[Opening EXERCISE MATERIAL section]
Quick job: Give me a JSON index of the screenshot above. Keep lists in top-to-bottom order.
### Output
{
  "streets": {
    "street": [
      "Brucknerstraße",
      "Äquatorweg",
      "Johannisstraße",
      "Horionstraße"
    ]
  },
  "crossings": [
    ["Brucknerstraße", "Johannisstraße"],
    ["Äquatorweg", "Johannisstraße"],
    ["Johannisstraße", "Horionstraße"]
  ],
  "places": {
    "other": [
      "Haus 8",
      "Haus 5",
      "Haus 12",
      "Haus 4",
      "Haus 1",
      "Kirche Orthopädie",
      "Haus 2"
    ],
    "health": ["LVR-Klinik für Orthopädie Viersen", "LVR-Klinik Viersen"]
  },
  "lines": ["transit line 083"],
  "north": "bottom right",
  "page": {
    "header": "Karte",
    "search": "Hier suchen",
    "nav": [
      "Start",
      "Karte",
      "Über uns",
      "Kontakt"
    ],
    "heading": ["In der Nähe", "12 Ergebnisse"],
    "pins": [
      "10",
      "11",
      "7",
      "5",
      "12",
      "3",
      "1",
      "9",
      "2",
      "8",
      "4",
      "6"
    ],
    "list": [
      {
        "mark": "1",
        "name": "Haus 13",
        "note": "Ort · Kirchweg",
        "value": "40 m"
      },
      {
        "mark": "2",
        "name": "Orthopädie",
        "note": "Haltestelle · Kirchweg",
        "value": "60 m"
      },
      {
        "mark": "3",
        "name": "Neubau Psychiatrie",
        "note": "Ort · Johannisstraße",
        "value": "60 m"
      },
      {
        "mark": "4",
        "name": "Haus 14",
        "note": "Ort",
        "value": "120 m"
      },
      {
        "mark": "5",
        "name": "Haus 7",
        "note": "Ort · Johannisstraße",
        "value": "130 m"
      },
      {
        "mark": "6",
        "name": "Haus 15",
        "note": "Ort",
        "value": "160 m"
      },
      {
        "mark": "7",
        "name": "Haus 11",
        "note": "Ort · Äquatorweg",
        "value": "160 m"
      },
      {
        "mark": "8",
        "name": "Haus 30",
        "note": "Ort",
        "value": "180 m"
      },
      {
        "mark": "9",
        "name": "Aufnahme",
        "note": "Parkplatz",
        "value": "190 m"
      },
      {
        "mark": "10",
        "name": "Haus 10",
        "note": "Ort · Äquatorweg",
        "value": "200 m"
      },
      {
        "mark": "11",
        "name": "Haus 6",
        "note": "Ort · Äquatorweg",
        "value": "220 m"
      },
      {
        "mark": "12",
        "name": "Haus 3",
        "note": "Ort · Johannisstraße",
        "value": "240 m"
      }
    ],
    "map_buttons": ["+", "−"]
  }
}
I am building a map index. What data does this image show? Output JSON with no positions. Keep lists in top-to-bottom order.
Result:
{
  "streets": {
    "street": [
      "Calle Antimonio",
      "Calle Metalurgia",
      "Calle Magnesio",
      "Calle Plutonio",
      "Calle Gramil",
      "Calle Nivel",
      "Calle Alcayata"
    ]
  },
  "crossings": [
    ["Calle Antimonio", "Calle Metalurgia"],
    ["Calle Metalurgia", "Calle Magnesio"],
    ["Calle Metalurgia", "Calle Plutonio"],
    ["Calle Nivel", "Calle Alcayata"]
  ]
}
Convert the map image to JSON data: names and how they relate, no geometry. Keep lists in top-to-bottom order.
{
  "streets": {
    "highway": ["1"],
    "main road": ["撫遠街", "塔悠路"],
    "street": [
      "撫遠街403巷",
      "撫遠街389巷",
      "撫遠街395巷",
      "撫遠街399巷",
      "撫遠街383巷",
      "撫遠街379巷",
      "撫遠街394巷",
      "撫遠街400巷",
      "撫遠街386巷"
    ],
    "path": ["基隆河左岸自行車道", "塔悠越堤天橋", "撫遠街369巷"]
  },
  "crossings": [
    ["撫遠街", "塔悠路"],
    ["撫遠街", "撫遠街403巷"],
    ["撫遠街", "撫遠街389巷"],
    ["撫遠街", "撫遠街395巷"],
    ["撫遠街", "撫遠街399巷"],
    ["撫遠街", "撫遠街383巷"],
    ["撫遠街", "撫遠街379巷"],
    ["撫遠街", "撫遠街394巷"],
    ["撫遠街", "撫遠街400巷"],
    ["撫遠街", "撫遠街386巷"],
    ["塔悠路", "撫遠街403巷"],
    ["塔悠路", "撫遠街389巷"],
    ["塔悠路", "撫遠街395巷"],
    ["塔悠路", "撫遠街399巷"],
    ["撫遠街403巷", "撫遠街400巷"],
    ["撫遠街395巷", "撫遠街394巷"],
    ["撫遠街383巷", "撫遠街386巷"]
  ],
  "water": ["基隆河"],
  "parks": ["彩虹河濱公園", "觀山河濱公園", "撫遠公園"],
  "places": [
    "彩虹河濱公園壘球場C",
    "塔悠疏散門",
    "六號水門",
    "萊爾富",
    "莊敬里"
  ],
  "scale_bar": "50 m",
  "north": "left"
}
[Closing EXERCISE MATERIAL section]
ASSIGNED TASK:
Set down the entries again exactly as they are.

SOLUTION TO THIS PROBLEM:
Quick job: Give me a JSON index of the screenshot above. Keep lists in top-to-bottom order.
### Output
{
  "streets": {
    "street": [
      "Brucknerstraße",
      "Äquatorweg",
      "Johannisstraße",
      "Horionstraße"
    ]
  },
  "crossings": [
    ["Brucknerstraße", "Johannisstraße"],
    ["Äquatorweg", "Johannisstraße"],
    ["Johannisstraße", "Horionstraße"]
  ],
  "places": {
    "other": [
      "Haus 8",
      "Haus 5",
      "Haus 12",
      "Haus 4",
      "Haus 1",
      "Kirche Orthopädie",
      "Haus 2"
    ],
    "health": ["LVR-Klinik für Orthopädie Viersen", "LVR-Klinik Viersen"]
  },
  "lines": ["transit line 083"],
  "north": "bottom right",
  "page": {
    "header": "Karte",
    "search": "Hier suchen",
    "nav": [
      "Start",
      "Karte",
      "Über uns",
      "Kontakt"
    ],
    "heading": ["In der Nähe", "12 Ergebnisse"],
    "pins": [
      "10",
      "11",
      "7",
      "5",
      "12",
      "3",
      "1",
      "9",
      "2",
      "8",
      "4",
      "6"
    ],
    "list": [
      {
        "mark": "1",
        "name": "Haus 13",
        "note": "Ort · Kirchweg",
        "value": "40 m"
      },
      {
        "mark": "2",
        "name": "Orthopädie",
        "note": "Haltestelle · Kirchweg",
        "value": "60 m"
      },
      {
        "mark": "3",
        "name": "Neubau Psychiatrie",
        "note": "Ort · Johannisstraße",
        "value": "60 m"
      },
      {
        "mark": "4",
        "name": "Haus 14",
        "note": "Ort",
        "value": "120 m"
      },
      {
        "mark": "5",
        "name": "Haus 7",
        "note": "Ort · Johannisstraße",
        "value": "130 m"
      },
      {
        "mark": "6",
        "name": "Haus 15",
        "note": "Ort",
        "value": "160 m"
      },
      {
        "mark": "7",
        "name": "Haus 11",
        "note": "Ort · Äquatorweg",
        "value": "160 m"
      },
      {
        "mark": "8",
        "name": "Haus 30",
        "note": "Ort",
        "value": "180 m"
      },
      {
        "mark": "9",
        "name": "Aufnahme",
        "note": "Parkplatz",
        "value": "190 m"
      },
      {
        "mark": "10",
        "name": "Haus 10",
        "note": "Ort · Äquatorweg",
        "value": "200 m"
      },
      {
        "mark": "11",
        "name": "Haus 6",
        "note": "Ort · Äquatorweg",
        "value": "220 m"
      },
      {
        "mark": "12",
        "name": "Haus 3",
        "note": "Ort · Johannisstraße",
        "value": "240 m"
      }
    ],
    "map_buttons": ["+", "−"]
  }
}
I am building a map index. What data does this image show? Output JSON with no positions. Keep lists in top-to-bottom order.
Result:
{
  "streets": {
    "street": [
      "Calle Antimonio",
      "Calle Metalurgia",
      "Calle Magnesio",
      "Calle Plutonio",
      "Calle Gramil",
      "Calle Nivel",
      "Calle Alcayata"
    ]
  },
  "crossings": [
    ["Calle Antimonio", "Calle Metalurgia"],
    ["Calle Metalurgia", "Calle Magnesio"],
    ["Calle Metalurgia", "Calle Plutonio"],
    ["Calle Nivel", "Calle Alcayata"]
  ]
}
Convert the map image to JSON data: names and how they relate, no geometry. Keep lists in top-to-bottom order.
{
  "streets": {
    "highway": ["1"],
    "main road": ["撫遠街", "塔悠路"],
    "street": [
      "撫遠街403巷",
      "撫遠街389巷",
      "撫遠街395巷",
      "撫遠街399巷",
      "撫遠街383巷",
      "撫遠街379巷",
      "撫遠街394巷",
      "撫遠街400巷",
      "撫遠街386巷"
    ],
    "path": ["基隆河左岸自行車道", "塔悠越堤天橋", "撫遠街369巷"]
  },
  "crossings": [
    ["撫遠街", "塔悠路"],
    ["撫遠街", "撫遠街403巷"],
    ["撫遠街", "撫遠街389巷"],
    ["撫遠街", "撫遠街395巷"],
    ["撫遠街", "撫遠街399巷"],
    ["撫遠街", "撫遠街383巷"],
    ["撫遠街", "撫遠街379巷"],
    ["撫遠街", "撫遠街394巷"],
    ["撫遠街", "撫遠街400巷"],
    ["撫遠街", "撫遠街386巷"],
    ["塔悠路", "撫遠街403巷"],
    ["塔悠路", "撫遠街389巷"],
    ["塔悠路", "撫遠街395巷"],
    ["塔悠路", "撫遠街399巷"],
    ["撫遠街403巷", "撫遠街400巷"],
    ["撫遠街395巷", "撫遠街394巷"],
    ["撫遠街383巷", "撫遠街386巷"]
  ],
  "water": ["基隆河"],
  "parks": ["彩虹河濱公園", "觀山河濱公園", "撫遠公園"],
  "places": [
    "彩虹河濱公園壘球場C",
    "塔悠疏散門",
    "六號水門",
    "萊爾富",
    "莊敬里"
  ],
  "scale_bar": "50 m",
  "north": "left"
}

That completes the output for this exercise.